# 

## mickey30

Witam,

Dzisiaj rozmawiałem z kilkoma fachowcami od wykończeniówek. Jeden z nich zaproponował, że zamiast robienia gładzi na ścianach można na całej powierzchni rozłożyc flizelinę-na to malowanie x 2 lub x 3 i efekt podobno jak przy gładziach i rzekomo taniej, bez pylenia,szlifowania, brudu etc. 
Czy ktoś może mi przybliżyć jak to w praktyce rzeczywiście wygląda.......??????

Pozdrawiam  :big grin:

----------


## mike01

Chetnie bym sie dowiedzial na ten temat.

Moze ktos sie wypowie  :big grin:

----------


## Martinezio

Czy taniej, to kwestia dyskusyjna - flizelina niestety do tanich nie należy.
Natomiast faktem, że jest o wiele czyściej i szybciej, bo nie ma szlifowania.

Plusem flizeliny jest to, że jak będziesz miał jakieś pęknięcie na tynku, to będzie ukryte pod włókniną i nie wyjdzie na wierzch (oczywiście w granicach rozsądku - jak pierdyknie pół ściany, to nic tego nie ukryje  :big grin: ).

----------


## mickey30

/dzięki/  :big grin:   ...może jeszcze ktoś dorzuci swoje 2 grosze do tematu....

----------


## Wito2008

mi położyli flizelinę na poddaszu na regipsach

----------


## mickey30

Wito - ale na łączeniach zamiast taśmy? Ja myślałem raczej o parterze- na powierzchni całych ścian-pod malowanie zamiast gładzi  :big grin:

----------


## Wito2008

na regipsach dawali taśmę a na to jeszcze flizelinę

----------


## Wito2008

> Wito - ale na łączeniach zamiast taśmy? Ja myślałem raczej o parterze- na powierzchni całych ścian-pod malowanie zamiast gładzi


ale pod flizelinę musisz mieć idealnie równą ścianę bo wszelkie nierówności i tak wyjdą

----------


## FlashBack

no ciekawe. przepraszam ile liczy sobie kosztow taka robota? w porownaniu ze szpachlowaniem.

----------


## EZS

nie mam fizeliny ale tapetę fizelinową. Wyrównała ścianę ale .. widać za to łączenie pasków fizeliny. I choć bardzi próbowaliśmy tego unknąć, to gdzie niegdzie wychodzą. Żadna farba tego nie pokryje. Mnie za bardzo nie przeszkada, osobom wrażliwszym może.

----------


## karolka1975

Witam,

Robię mały remont i fachowiec podpowiedział mi, ze zmiast szpachlowania ścian dobrze jest położyć flizelinę.

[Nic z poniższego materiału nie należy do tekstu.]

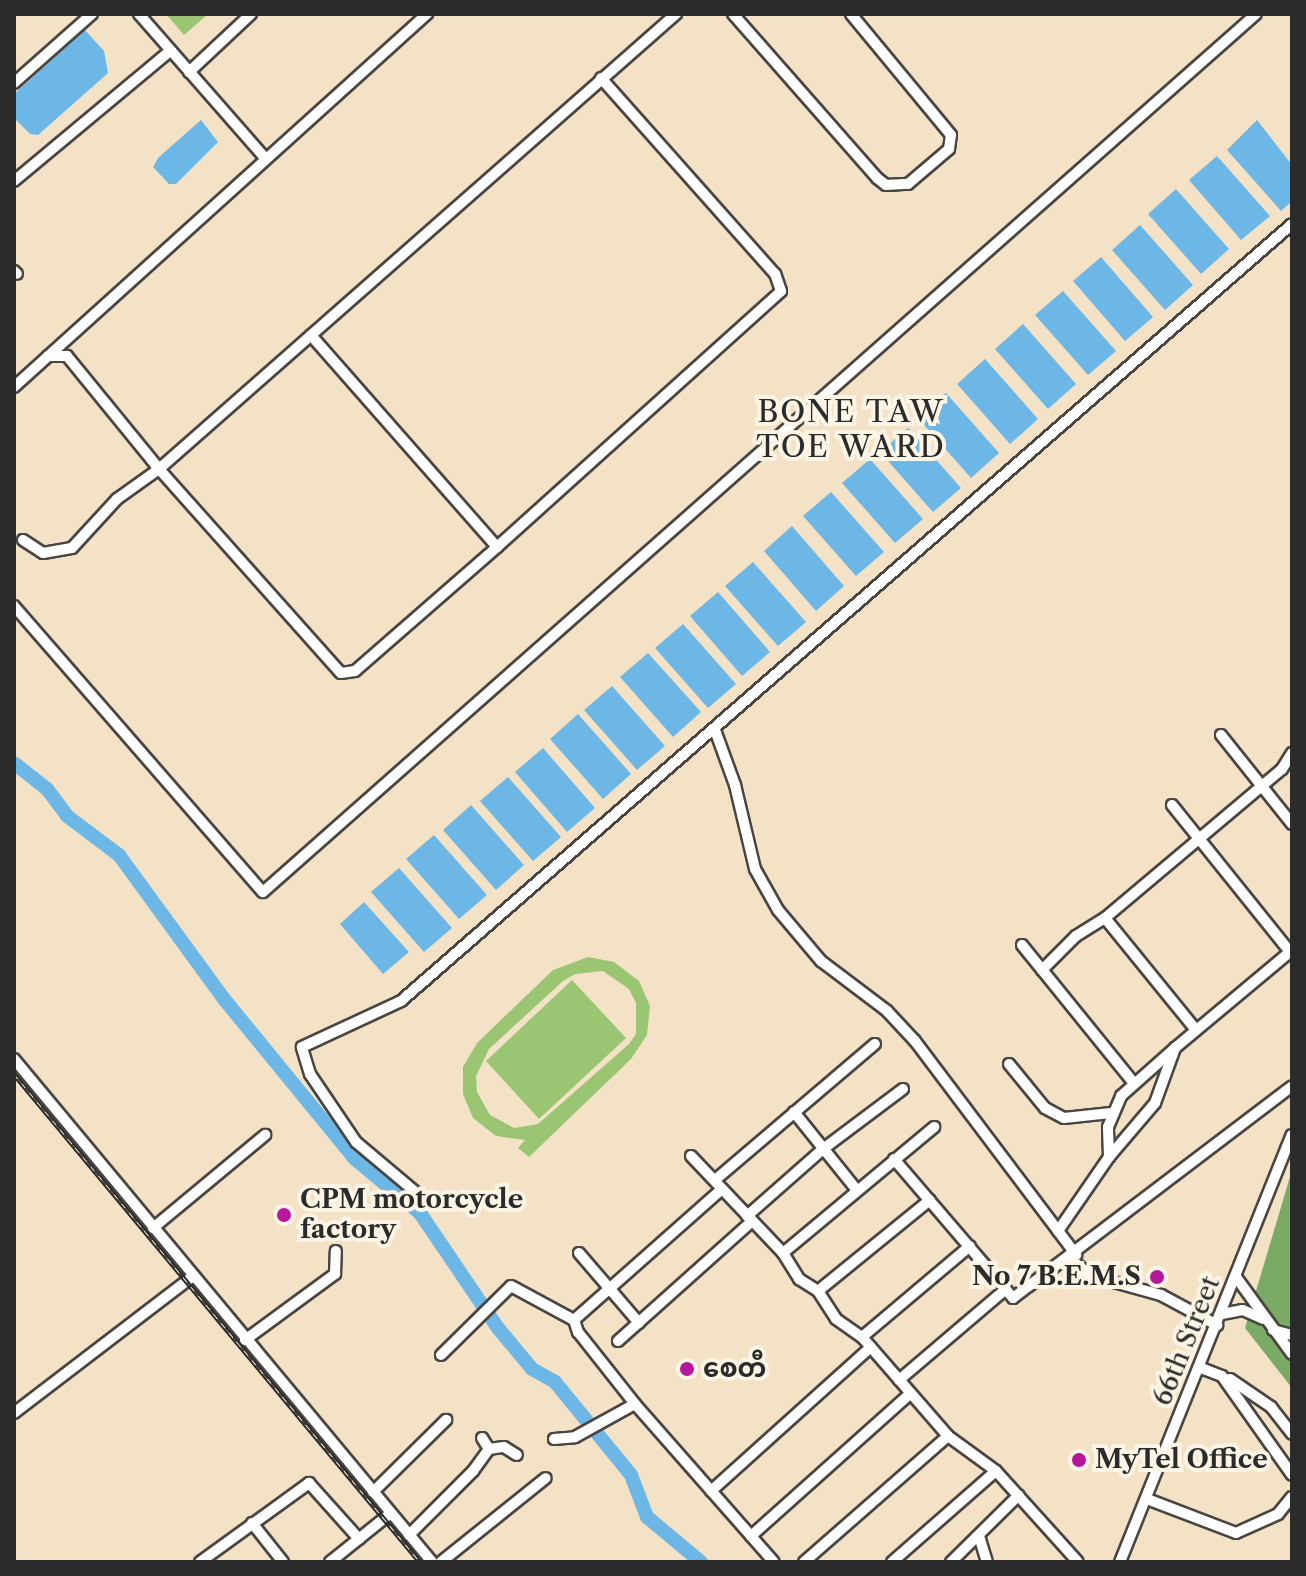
<!DOCTYPE html>
<html>
<head>
<meta charset="utf-8">
<style>
	body { margin:0 }
	#map { position:relative; width:1306px; height:1576px; overflow:hidden; background:#f4e2c7; font-family:"Libre Caslon Text","Noto Sans Myanmar",serif }
	div>[style] { position:absolute }
	.green>* { inset:0; background:#9ac572 }
	.forest>* { inset:0; background:#7baa64 }
	.water>* { inset:0; background:#6cb7e5 }
	.river>* { height:14px; margin:-7px; padding:0 7px; transform-origin:7px; border-radius:7px; background:#6cb7e5 }
	.roads { filter:drop-shadow(2px 0 #494642) drop-shadow(-2px 0 #494642) drop-shadow(0 2px #494642) drop-shadow(0 -2px #494642) }
	.minor>* { height:10px; margin:-5px; padding:0 5px; transform-origin:5px; border-radius:5px; background:#fff }
	.rail>* { height:5px; margin-top:-2.5px; transform-origin:0; background:repeating-linear-gradient(90deg,#fcf5e5 0 6px,#2b2b2b 0 12px); box-sizing:border-box; border-block:2px solid #2b2b2b }
	.dots>* { width:22px; height:22px; translate:-50% -50%; box-sizing:border-box; border:4px solid #fcf5e5; border-radius:50% }
	span { translate:-50% -50%; white-space:nowrap; text-align:center; line-height:1.15; -webkit-text-stroke:8px #fcf5e5; paint-order:stroke }
	.poi-label { font-size:26px; color:#2b2b2b; font-weight:700 }
	.left { translate:0 -50%; text-align:left }
	.right { translate:-100% -50%; text-align:right }
	.street-label { font-size:26px; color:#2b2b2b }
	.quarter-label { font-size:30px; color:#2b2b2b; letter-spacing:2px }
	.frame { position:absolute; inset:0; border:16px solid #2b2b2b; pointer-events:none }
</style>
</head>
<body>
<div id="map">
	<div class="green">
		<i style="clip-path:polygon(166px 14px,208px 14px,184px 35px)"></i>
		<i style="clip-path:polygon(evenodd,588px 957px,614px 962px,639px 981px,650px 1006px,647px 1035px,631px 1059px,529px 1157px,518px 1148px,525px 1140px,496px 1136px,473px 1118px,463px 1094px,463px 1067px,477px 1043px,553px 970px,588px 957px,603px 971px,629px 989px,636px 1003px,636px 1034px,629px 1044px,538px 1124px,514px 1128px,490px 1115px,477px 1092px,476px 1076px,489px 1049px,563px 981px,575px 974px,603px 971px)"></i>
		<i style="clip-path:polygon(572px 980px,626px 1038px,539px 1119px,486px 1061px)"></i>
	</div>
	<div class="forest">
		<i style="clip-path:polygon(1292px 1170px,1292px 1388px,1245px 1328px)"></i>
	</div>
	<div class="water">
		<i style="clip-path:polygon(85px 30px,104px 51px,108px 73px,38px 135px,30px 134px,14px 118px,14px 94px)"></i>
		<i style="clip-path:polygon(201px 120px,218px 142px,176px 184px,169px 184px,153px 167px,158px 158px)"></i>
		<i style="clip-path:polygon(1257px 120px,1292px 165px,1292px 201px,1281px 211px,1227px 150px)"></i>
		<i style="clip-path:polygon(1217px 156px,1270px 216px,1241px 240px,1189px 180px)"></i>
		<i style="clip-path:polygon(1176px 189px,1229px 249px,1201px 274px,1148px 214px)"></i>
		<i style="clip-path:polygon(1140px 225px,1193px 285px,1165px 310px,1112px 250px)"></i>
		<i style="clip-path:polygon(1101px 257px,1153px 317px,1125px 341px,1073px 281px)"></i>
		<i style="clip-path:polygon(1063px 291px,1116px 351px,1088px 375px,1035px 315px)"></i>
		<i style="clip-path:polygon(1023px 324px,1076px 384px,1048px 409px,995px 349px)"></i>
		<i style="clip-path:polygon(985px 359px,1038px 419px,1010px 444px,957px 384px)"></i>
		<i style="clip-path:polygon(946px 393px,999px 453px,971px 478px,918px 418px)"></i>
		<i style="clip-path:polygon(908px 428px,961px 488px,933px 512px,880px 452px)"></i>
		<i style="clip-path:polygon(870px 459px,923px 519px,895px 543px,842px 483px)"></i>
		<i style="clip-path:polygon(831px 492px,884px 552px,856px 576px,803px 516px)"></i>
		<i style="clip-path:polygon(792px 526px,844px 586px,816px 611px,764px 551px)"></i>
		<i style="clip-path:polygon(753px 562px,806px 622px,778px 646px,725px 586px)"></i>
		<i style="clip-path:polygon(718px 592px,770px 652px,742px 676px,690px 616px)"></i>
		<i style="clip-path:polygon(683px 624px,736px 684px,708px 708px,655px 648px)"></i>
		<i style="clip-path:polygon(648px 653px,701px 712px,673px 737px,620px 677px)"></i>
		<i style="clip-path:polygon(612px 686px,665px 746px,637px 770px,584px 710px)"></i>
		<i style="clip-path:polygon(578px 714px,631px 774px,603px 799px,550px 739px)"></i>
		<i style="clip-path:polygon(543px 748px,595px 808px,567px 832px,515px 772px)"></i>
		<i style="clip-path:polygon(508px 777px,561px 837px,533px 861px,480px 801px)"></i>
		<i style="clip-path:polygon(471px 805px,524px 865px,496px 890px,443px 830px)"></i>
		<i style="clip-path:polygon(434px 835px,487px 895px,459px 919px,406px 859px)"></i>
		<i style="clip-path:polygon(399px 868px,452px 928px,424px 952px,371px 892px)"></i>
		<i style="clip-path:polygon(364px 902px,409px 952px,383px 974px,340px 924px)"></i>
	</div>
	<div class="river">
		<i style="left:14px;top:763px;width:42px;rotate:38.2deg"></i>
		<i style="left:47px;top:789px;width:34px;rotate:53deg"></i>
		<i style="left:67px;top:816px;width:65px;rotate:36.9deg"></i>
		<i style="left:119px;top:855px;width:178px;rotate:53.9deg"></i>
		<i style="left:224px;top:999px;width:205px;rotate:50.7deg"></i>
		<i style="left:354px;top:1158px;width:86px;rotate:39.8deg"></i>
		<i style="left:420px;top:1213px;width:139px;rotate:55.9deg"></i>
		<i style="left:498px;top:1328px;width:53px;rotate:50.3deg"></i>
		<i style="left:532px;top:1369px;width:26px;rotate:29deg"></i>
		<i style="left:555px;top:1382px;width:120px;rotate:50.7deg"></i>
		<i style="left:631px;top:1475px;width:45px;rotate:69.1deg"></i>
		<i style="left:647px;top:1517px;width:70px;rotate:39.8deg"></i>
	</div>
	<div class="roads">
		<div class="minor">
			<i style="left:139px;top:14px;width:190px;rotate:48.8deg"></i>
			<i style="left:733px;top:14px;width:218px;rotate:48.7deg"></i>
			<i style="left:877px;top:178px;width:11px;rotate:38deg"></i>
			<i style="left:886px;top:185px;width:22px;rotate:-3deg"></i>
			<i style="left:908px;top:184px;width:54px;rotate:-40.5deg"></i>
			<i style="left:949px;top:149px;width:14px;rotate:-82deg"></i>
			<i style="left:951px;top:135px;width:157px;rotate:-129.6deg"></i>
			<i style="left:189px;top:72px;width:85px;rotate:-43.1deg"></i>
			<i style="left:14px;top:83px;width:104px;rotate:-41.5deg"></i>
			<i style="left:14px;top:181px;width:204px;rotate:-39.8deg"></i>
			<i style="left:14px;top:271px;width:4px;rotate:45deg"></i>
			<i style="left:48px;top:356px;width:19px"></i>
			<i style="left:67px;top:356px;width:146px;rotate:50.8deg"></i>
			<i style="left:159px;top:469px;width:689px;rotate:-41.35deg"></i>
			<i style="left:14px;top:387px;width:557px;rotate:-42.09deg"></i>
			<i style="left:159px;top:469px;width:273px;rotate:48.3deg"></i>
			<i style="left:341px;top:673px;width:14px;rotate:-8deg"></i>
			<i style="left:355px;top:671px;width:189px;rotate:-41.1deg"></i>
			<i style="left:497px;top:547px;width:282px;rotate:-131.3deg"></i>
			<i style="left:23px;top:540px;width:24px;rotate:33deg"></i>
			<i style="left:43px;top:553px;width:29px;rotate:-10deg"></i>
			<i style="left:72px;top:548px;width:67px;rotate:-47.4deg"></i>
			<i style="left:117px;top:499px;width:52px;rotate:-35.5deg"></i>
			<i style="left:159px;top:469px;width:6px;rotate:-129deg"></i>
			<i style="left:497px;top:547px;width:382px;rotate:-42deg"></i>
			<i style="left:781px;top:291px;width:18px;rotate:-109deg"></i>
			<i style="left:775px;top:274px;width:262px;rotate:-131.6deg"></i>
			<i style="left:14px;top:606px;width:379px;rotate:49deg"></i>
			<i style="left:263px;top:892px;width:1325px;rotate:-41.48deg"></i>
			<i style="left:715px;top:730px;width:59px;rotate:70deg"></i>
			<i style="left:735px;top:785px;width:86px;rotate:76.6deg"></i>
			<i style="left:755px;top:869px;width:47px;rotate:60.7deg"></i>
			<i style="left:778px;top:910px;width:67px;rotate:49.9deg"></i>
			<i style="left:821px;top:961px;width:83px;rotate:37.1deg"></i>
			<i style="left:887px;top:1011px;width:41px;rotate:47deg"></i>
			<i style="left:915px;top:1041px;width:268px;rotate:53deg"></i>
			<i style="left:1221px;top:735px;width:114px;rotate:51.4deg"></i>
			<i style="left:1172px;top:805px;width:189px;rotate:51.2deg"></i>
			<i style="left:1022px;top:945px;width:175px;rotate:51deg"></i>
			<i style="left:1042px;top:970px;width:48px;rotate:-45deg"></i>
			<i style="left:1076px;top:936px;width:34px;rotate:-32deg"></i>
			<i style="left:1196px;top:1030px;width:144px;rotate:-129.1deg"></i>
			<i style="left:1105px;top:918px;width:231px;rotate:-40.1deg"></i>
			<i style="left:1282px;top:769px;width:19px;rotate:-58deg"></i>
			<i style="left:14px;top:1059px;width:654px;rotate:50.27deg"></i>
			<i style="left:1009px;top:1064px;width:57px;rotate:50.7deg"></i>
			<i style="left:1045px;top:1108px;width:21px;rotate:28deg"></i>
			<i style="left:1064px;top:1118px;width:47px;rotate:-6.1deg"></i>
			<i style="left:794px;top:1112px;width:99px;rotate:51.2deg"></i>
			<i style="left:691px;top:1156px;width:134px;rotate:46.5deg"></i>
			<i style="left:783px;top:1253px;width:31px;rotate:58deg"></i>
			<i style="left:799px;top:1279px;width:22px;rotate:32deg"></i>
			<i style="left:818px;top:1291px;width:33px;rotate:57deg"></i>
			<i style="left:836px;top:1319px;width:32px;rotate:35deg"></i>
			<i style="left:862px;top:1337px;width:131px;rotate:49deg"></i>
			<i style="left:948px;top:1436px;width:59px;rotate:36.1deg"></i>
			<i style="left:996px;top:1471px;width:122px;rotate:48deg"></i>
			<i style="left:1109px;top:1157px;width:30px;rotate:-92deg"></i>
			<i style="left:1108px;top:1127px;width:34px;rotate:-67deg"></i>
			<i style="left:1121px;top:1096px;width:72px;rotate:-41.6deg"></i>
			<i style="left:894px;top:1159px;width:183px;rotate:49.4deg"></i>
			<i style="left:1013px;top:1298px;width:350px;rotate:-37.2deg"></i>
			<i style="left:715px;top:1180px;width:210px;rotate:-40.4deg"></i>
			<i style="left:722px;top:1189px;width:198px;rotate:138.5deg"></i>
			<i style="left:574px;top:1320px;width:13px;rotate:72deg"></i>
			<i style="left:578px;top:1332px;width:92px;rotate:51.6deg"></i>
			<i style="left:635px;top:1404px;width:210px;rotate:48.7deg"></i>
			<i style="left:425px;top:1200px;width:90px;rotate:-140deg"></i>
			<i style="left:356px;top:1142px;width:82px;rotate:-124.1deg"></i>
			<i style="left:310px;top:1074px;width:28px;rotate:-107deg"></i>
			<i style="left:302px;top:1047px;width:109px;rotate:-24.9deg"></i>
			<i style="left:401px;top:1001px;width:1182px;rotate:-41.09deg"></i>
			<i style="left:747px;top:1216px;width:101px;rotate:-41.4deg"></i>
			<i style="left:823px;top:1149px;width:100px;rotate:-36.9deg"></i>
			<i style="left:153px;top:1228px;width:146px;rotate:-39.7deg"></i>
			<i style="left:1058px;top:1231px;width:90px;rotate:-55.4deg"></i>
			<i style="left:1109px;top:1157px;width:71px;rotate:-49.6deg"></i>
			<i style="left:1155px;top:1103px;width:59px;rotate:-70deg"></i>
			<i style="left:1175px;top:1048px;width:153px;rotate:-39.9deg"></i>
			<i style="left:579px;top:1253px;width:92px;rotate:49.4deg"></i>
			<i style="left:783px;top:1253px;width:197px;rotate:-39.8deg"></i>
			<i style="left:1070px;top:1259px;width:28px;rotate:38deg"></i>
			<i style="left:1092px;top:1276px;width:72px;rotate:15.4deg"></i>
			<i style="left:1161px;top:1295px;width:64px;rotate:28.2deg"></i>
			<i style="left:1236px;top:1277px;width:95px;rotate:54deg"></i>
			<i style="left:818px;top:1291px;width:144px;rotate:-39.1deg"></i>
			<i style="left:1222px;top:1314px;width:21px;rotate:-11deg"></i>
			<i style="left:1243px;top:1310px;width:22px;rotate:24deg"></i>
			<i style="left:1273px;top:1330px;width:20px;rotate:15deg"></i>
			<i style="left:862px;top:1337px;width:141px;rotate:-40.1deg"></i>
			<i style="left:245px;top:1340px;width:112px;rotate:-36.3deg"></i>
			<i style="left:335px;top:1274px;width:23px;rotate:-88deg"></i>
			<i style="left:618px;top:1341px;width:180px;rotate:-41.8deg"></i>
			<i style="left:441px;top:1355px;width:98px;rotate:-44.6deg"></i>
			<i style="left:511px;top:1286px;width:72px;rotate:28.4deg"></i>
			<i style="left:1201px;top:1368px;width:22px;rotate:21deg"></i>
			<i style="left:1222px;top:1376px;width:121px;rotate:54.7deg"></i>
			<i style="left:1230px;top:1379px;width:50px;rotate:34.3deg"></i>
			<i style="left:1271px;top:1407px;width:34px;rotate:52deg"></i>
			<i style="left:899px;top:1380px;width:140px;rotate:-40.4deg"></i>
			<i style="left:14px;top:1413px;width:224px;rotate:-37.4deg"></i>
			<i style="left:554px;top:1439px;width:21px;rotate:-5deg"></i>
			<i style="left:575px;top:1437px;width:68px;rotate:-28.8deg"></i>
			<i style="left:489px;top:1449px;width:15px;rotate:-8deg"></i>
			<i style="left:504px;top:1447px;width:15px;rotate:32deg"></i>
			<i style="left:711px;top:1491px;width:215px;rotate:-42deg"></i>
			<i style="left:373px;top:1492px;width:103px;rotate:-44.6deg"></i>
			<i style="left:1147px;top:1499px;width:95px;rotate:20.9deg"></i>
			<i style="left:1236px;top:1533px;width:46px;rotate:-24.3deg"></i>
			<i style="left:1278px;top:1514px;width:22px;rotate:-51deg"></i>
			<i style="left:252px;top:1523px;width:50px;rotate:51.5deg"></i>
			<i style="left:409px;top:1535px;width:91px;rotate:-45deg"></i>
			<i style="left:473px;top:1471px;width:27px;rotate:-54deg"></i>
			<i style="left:489px;top:1449px;width:13px;rotate:-122deg"></i>
			<i style="left:751px;top:1536px;width:213px;rotate:-41.8deg"></i>
			<i style="left:979px;top:1536px;width:27px;rotate:73deg"></i>
			<i style="left:200px;top:1562px;width:135px;rotate:-35.9deg"></i>
			<i style="left:309px;top:1483px;width:75px;rotate:48.2deg"></i>
			<i style="left:330px;top:1562px;width:78px;rotate:-38.8deg"></i>
			<i style="left:441px;top:1562px;width:134px;rotate:-38.7deg"></i>
			<i style="left:804px;top:1562px;width:191px;rotate:-41.2deg"></i>
			<i style="left:892px;top:1562px;width:138px;rotate:-41.2deg"></i>
			<i style="left:951px;top:1562px;width:95px;rotate:-44.6deg"></i>
			<i style="left:1120px;top:1562px;width:460px;rotate:-68.1deg"></i>
		</div>
	</div>
	<div class="rail">
		<i style="left:14px;top:1074px;width:635px;rotate:50.24deg"></i>
	</div>
	<div class="dots">
		<i style="left:284px;top:1215px;background:#b5179e"></i>
		<i style="left:1157px;top:1277px;background:#b5179e"></i>
		<i style="left:687px;top:1369px;background:#b5179e"></i>
		<i style="left:1079px;top:1460px;background:#b5179e"></i>
	</div>
	<div class="poi-label">
		<span class="left" style="left:300px;top:1215px">CPM motorcycle<br>factory</span>
		<span class="right" style="left:1141px;top:1277px">No 7 B.E.M.S</span>
		<span class="left" style="left:703px;top:1369px">စေတီ</span>
		<span class="left" style="left:1095px;top:1460px">MyTel Office</span>
	</div>
	<div class="street-label">
		<span style="left:1187px;top:1341px;rotate:-68deg">66th Street</span>
	</div>
	<div class="quarter-label">
		<span style="left:851px;top:429px">BONE TAW<br>TOE WARD</span>
	</div>
	<div class="frame"></div>
</div>
</body>
</html>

Już wiem, położyli ja na klej, docięli i wyrównali potem malowanie najlepiej 3 krotne.

Ale podobno lepiej przed malowaniem przesmarować cieniutko gipsem i tylko w niektórych miejscach wtenczas jest potrzeba szlifowania. Tak wychodzi lepiej bo bez gipsu gdzieniegdzie widać połączenia i po pomalowaniu nawet 3 razy najlepszym latexem też wychodzi w niektórych miejscach faktura flizeliny. Gips pomoże wyrównać fakturę powierzchni oraz ładnie wykończyć narożniki itp.
Jesli bez gipsu to narożniki należy wygładzić akrylem i potem pomalować.

Ceny nie porównywałam ale na pewno z flizeliną ściany wyglądają dużo lepiej i jak nawet by miały być małe pajączki od spękania to nie będzie tego widać. 
Pozdrawiam

 :smile:

----------


## fighter1983

a może takie coś ? 
Dzisiaj sie zainteresowałem tematem i wyjatkowo latwo to zrobić, bo chciałbym cos takiego u siebie:
Samrujemy ścianę klejem, kleimy tapetę z wlokna i malujemy farba: powstaje efekt jak na zdjeciu

----------

> ...  podobno lepiej przed malowaniem przesmarować cieniutko gipsem i tylko w niektórych miejscach wtenczas jest potrzeba szlifowania ...


ja jednak wolę ten flizelinowy meszek

----------

U mnie położyliśmy tapetę z włókna szklanego na wysokich skosach w sypialni na poddaszu - akurat w tym miejscu fachoffcy nie popisali się kunsztem   :Roll:  .
Jest kilka rodzajów takich tapet - od zupełnie gładkich - nie widać, że cokolwiek jest na ścianie (u nas nie widać łączeń) po tapety z fakturą worka - w niektórych pomieszczeniach można fajny efekt uzyskać stosując coś takiego.
Dekoratorzy stosują je ostatnio dosyć często w łazienkach.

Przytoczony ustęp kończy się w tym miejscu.